The optimal moment for being a junior investment banker in recent history was probably early 2022. Deals were plentiful post-pandemic, juniors had the upper hand after the Goldman Sachs unofficial ‘working conditions survey’ blew the whistle on inhumane working hours, and pay was booming.
15 months later, things are very different. It’s not just that junior banking jobs are being trimmed as deals stay slow, or that pay is likely to be a lot lower in the coming analyst bonus season. It’s the exit opportunities: private equity firms aren’t hiring like they did before, and this is partly the fault of junior bankers themselves.
Headhunters who work with private equity firms on both sides of the Atlantic say that while clients are hiring fewer people from banks, the drop in hiring isn’t entirely demand-driven. It’s also down to the supply of juniors.
“Private equity firms didn’t hire as many people in the recent hiring season,” says Anthony Keizner, a partner at New York-based Odyssey Search. “But this had less to do with the fact that their number of target recruits has fallen, than with the fact that they couldn’t find the right sorts of people to hire.”
Who are the right sorts of people? Diversity hires for one. Private equity has a notorious diversity problem and Keizner said many firms are holding out for female or ethnic minority recruits.
However, he says there’s another issue with today’s junior bankers that has nothing to do with gender or ethnicity: they can’t pass the tests.
After a drought in the number of deals, Keizner says contemporary juniors seem a lot less able than their predecessors. “They’re not doing as well on the standardized assessment tests,” he says. “We heard this for the past few years and thought it was because people weren’t in the office, but what now appears to be the case is that because the deal flow wasn’t there, then people’s technical skills simply aren’t as well-developed. They don’t do as well on financial modelling tests as a result.”

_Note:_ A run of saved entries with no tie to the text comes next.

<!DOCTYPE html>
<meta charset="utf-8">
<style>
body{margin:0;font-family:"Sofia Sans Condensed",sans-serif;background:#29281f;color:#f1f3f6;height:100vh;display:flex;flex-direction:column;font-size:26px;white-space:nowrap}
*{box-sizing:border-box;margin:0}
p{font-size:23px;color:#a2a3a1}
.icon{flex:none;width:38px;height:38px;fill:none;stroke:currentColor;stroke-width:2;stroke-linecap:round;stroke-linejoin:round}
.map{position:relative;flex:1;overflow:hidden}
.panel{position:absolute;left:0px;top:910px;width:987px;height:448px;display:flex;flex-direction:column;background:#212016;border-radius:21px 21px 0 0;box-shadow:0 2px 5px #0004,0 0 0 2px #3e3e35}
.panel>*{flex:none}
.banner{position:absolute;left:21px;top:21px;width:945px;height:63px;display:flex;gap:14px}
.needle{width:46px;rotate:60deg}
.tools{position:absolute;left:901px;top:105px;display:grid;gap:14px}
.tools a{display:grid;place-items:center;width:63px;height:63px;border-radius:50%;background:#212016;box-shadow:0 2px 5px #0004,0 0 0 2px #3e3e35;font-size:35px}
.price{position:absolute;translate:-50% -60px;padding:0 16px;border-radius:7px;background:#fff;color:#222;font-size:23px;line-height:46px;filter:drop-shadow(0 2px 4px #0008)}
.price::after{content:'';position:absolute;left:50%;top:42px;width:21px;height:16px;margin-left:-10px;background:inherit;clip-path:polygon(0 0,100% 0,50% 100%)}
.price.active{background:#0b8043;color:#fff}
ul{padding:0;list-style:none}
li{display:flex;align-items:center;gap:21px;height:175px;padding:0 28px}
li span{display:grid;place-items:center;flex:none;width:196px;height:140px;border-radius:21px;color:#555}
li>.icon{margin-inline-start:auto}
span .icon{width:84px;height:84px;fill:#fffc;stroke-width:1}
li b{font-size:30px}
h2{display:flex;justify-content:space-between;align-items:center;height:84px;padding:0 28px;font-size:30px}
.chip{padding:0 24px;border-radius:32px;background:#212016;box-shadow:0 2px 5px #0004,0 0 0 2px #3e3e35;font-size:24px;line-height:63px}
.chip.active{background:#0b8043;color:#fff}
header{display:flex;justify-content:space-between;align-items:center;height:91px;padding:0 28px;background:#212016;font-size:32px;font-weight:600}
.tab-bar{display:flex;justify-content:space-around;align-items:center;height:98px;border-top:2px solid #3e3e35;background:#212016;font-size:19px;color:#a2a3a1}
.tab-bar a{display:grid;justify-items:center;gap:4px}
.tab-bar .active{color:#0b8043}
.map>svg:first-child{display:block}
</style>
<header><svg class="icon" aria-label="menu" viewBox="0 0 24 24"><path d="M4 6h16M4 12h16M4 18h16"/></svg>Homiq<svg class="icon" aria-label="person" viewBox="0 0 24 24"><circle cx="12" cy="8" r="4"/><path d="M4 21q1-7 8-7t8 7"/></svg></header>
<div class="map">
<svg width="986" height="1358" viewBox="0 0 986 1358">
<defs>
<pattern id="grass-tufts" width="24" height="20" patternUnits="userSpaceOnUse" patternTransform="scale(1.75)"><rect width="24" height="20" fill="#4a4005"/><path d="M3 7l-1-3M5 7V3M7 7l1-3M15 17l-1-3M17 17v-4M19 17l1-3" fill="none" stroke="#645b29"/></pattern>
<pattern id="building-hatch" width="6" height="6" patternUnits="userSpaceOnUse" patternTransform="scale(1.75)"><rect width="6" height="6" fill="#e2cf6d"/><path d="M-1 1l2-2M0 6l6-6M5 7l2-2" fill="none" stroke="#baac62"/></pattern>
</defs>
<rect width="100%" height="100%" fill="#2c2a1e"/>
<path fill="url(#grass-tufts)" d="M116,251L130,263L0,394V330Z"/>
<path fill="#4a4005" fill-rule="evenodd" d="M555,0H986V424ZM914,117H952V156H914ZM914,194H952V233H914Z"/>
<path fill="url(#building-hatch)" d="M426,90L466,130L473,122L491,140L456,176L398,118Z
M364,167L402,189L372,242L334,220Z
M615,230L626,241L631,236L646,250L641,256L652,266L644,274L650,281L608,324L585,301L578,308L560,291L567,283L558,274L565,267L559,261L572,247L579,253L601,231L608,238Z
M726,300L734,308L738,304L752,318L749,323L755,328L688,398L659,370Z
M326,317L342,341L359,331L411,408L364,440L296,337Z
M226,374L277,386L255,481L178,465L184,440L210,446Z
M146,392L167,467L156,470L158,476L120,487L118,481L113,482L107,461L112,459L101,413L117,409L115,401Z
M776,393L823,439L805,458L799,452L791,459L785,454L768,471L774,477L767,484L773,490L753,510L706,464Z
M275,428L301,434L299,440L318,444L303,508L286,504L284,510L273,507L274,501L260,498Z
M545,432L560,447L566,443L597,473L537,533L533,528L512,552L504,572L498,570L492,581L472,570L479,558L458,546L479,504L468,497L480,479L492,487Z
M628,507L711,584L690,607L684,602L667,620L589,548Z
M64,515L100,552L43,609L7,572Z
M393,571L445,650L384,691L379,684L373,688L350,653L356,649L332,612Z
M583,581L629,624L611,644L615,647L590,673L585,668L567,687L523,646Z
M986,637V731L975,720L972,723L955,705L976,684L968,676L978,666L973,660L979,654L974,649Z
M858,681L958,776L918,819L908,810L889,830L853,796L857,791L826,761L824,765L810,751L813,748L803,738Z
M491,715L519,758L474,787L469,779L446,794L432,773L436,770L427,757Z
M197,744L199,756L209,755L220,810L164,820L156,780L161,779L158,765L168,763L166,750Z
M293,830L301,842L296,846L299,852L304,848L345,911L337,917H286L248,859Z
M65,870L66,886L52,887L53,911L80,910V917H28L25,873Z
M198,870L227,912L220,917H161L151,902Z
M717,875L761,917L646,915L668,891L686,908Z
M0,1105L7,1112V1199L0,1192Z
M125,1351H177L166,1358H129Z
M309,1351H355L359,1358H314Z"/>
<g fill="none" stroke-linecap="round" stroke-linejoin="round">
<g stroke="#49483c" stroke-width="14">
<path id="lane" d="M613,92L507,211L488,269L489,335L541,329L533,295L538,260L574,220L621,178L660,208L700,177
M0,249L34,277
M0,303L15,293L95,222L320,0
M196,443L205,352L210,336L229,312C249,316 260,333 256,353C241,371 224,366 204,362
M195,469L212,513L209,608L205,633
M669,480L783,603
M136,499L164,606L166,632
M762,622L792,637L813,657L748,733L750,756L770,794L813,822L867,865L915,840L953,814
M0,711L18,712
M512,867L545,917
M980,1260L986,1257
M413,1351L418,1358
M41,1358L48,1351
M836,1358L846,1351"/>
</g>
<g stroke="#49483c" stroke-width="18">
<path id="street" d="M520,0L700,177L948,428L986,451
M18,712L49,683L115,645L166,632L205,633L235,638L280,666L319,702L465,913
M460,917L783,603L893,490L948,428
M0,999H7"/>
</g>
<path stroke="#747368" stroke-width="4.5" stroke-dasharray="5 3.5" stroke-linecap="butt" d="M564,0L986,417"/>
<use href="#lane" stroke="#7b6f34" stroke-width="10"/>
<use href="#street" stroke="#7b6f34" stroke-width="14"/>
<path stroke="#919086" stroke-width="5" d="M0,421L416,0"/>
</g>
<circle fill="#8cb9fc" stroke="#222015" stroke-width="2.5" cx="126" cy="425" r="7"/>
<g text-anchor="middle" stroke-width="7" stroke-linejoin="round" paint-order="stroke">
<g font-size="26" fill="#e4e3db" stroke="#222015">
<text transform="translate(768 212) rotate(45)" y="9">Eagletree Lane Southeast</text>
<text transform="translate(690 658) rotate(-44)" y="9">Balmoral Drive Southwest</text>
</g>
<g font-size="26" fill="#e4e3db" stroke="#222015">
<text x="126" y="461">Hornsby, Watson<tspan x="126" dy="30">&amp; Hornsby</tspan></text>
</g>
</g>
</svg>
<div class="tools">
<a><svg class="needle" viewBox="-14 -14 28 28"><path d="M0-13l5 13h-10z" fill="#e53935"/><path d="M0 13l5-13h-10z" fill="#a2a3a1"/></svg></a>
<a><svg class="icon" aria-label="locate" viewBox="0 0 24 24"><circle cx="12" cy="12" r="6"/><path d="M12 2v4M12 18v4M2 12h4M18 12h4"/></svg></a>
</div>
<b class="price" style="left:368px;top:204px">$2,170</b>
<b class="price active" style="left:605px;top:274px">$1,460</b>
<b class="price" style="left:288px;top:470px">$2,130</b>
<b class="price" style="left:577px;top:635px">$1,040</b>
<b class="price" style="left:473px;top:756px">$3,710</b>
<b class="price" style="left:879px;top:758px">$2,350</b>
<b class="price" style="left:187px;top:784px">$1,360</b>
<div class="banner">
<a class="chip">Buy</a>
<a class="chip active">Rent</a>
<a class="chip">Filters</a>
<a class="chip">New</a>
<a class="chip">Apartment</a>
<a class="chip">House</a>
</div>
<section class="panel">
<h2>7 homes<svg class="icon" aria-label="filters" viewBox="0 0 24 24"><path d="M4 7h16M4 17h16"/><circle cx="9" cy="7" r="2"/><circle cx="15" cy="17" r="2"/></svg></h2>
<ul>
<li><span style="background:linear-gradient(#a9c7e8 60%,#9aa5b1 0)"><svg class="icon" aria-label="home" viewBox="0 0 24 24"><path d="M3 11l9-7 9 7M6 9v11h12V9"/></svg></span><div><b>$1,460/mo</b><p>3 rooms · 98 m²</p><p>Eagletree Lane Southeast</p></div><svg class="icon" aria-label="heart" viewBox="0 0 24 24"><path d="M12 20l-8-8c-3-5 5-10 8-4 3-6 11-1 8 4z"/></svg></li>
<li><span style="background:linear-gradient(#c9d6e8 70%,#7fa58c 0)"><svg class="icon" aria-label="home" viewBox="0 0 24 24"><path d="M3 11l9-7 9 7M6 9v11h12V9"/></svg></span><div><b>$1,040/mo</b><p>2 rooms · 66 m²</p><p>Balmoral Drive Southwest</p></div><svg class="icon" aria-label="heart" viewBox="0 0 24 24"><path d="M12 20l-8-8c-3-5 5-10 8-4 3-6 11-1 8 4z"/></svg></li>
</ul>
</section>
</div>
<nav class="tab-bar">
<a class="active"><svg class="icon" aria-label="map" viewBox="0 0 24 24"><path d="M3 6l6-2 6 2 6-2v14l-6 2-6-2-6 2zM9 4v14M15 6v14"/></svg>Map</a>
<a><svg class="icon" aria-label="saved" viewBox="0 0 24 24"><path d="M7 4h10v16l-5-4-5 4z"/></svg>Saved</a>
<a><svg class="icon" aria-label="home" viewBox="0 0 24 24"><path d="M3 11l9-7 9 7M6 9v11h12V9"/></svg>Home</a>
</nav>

Charlie Hunt, director of the UK at private equity recruitment firm PER, says the testing issue has been compounded by the way junior bankers work now. “The bar is as high as ever and not everyone has the skills or intellect to pass it,” he says of private equity firms’ assessments. “But more bankers are working off modelling templates so they are likely to struggle when building their own models as part of a case study.”
Speaking off the record, the head of another search firm in London, says the issue isn’t just assessments but attitude. “Some banks have over-pampered people,” he says. “Private equity funds are struggling to hire because there’s a change in attitude to work.”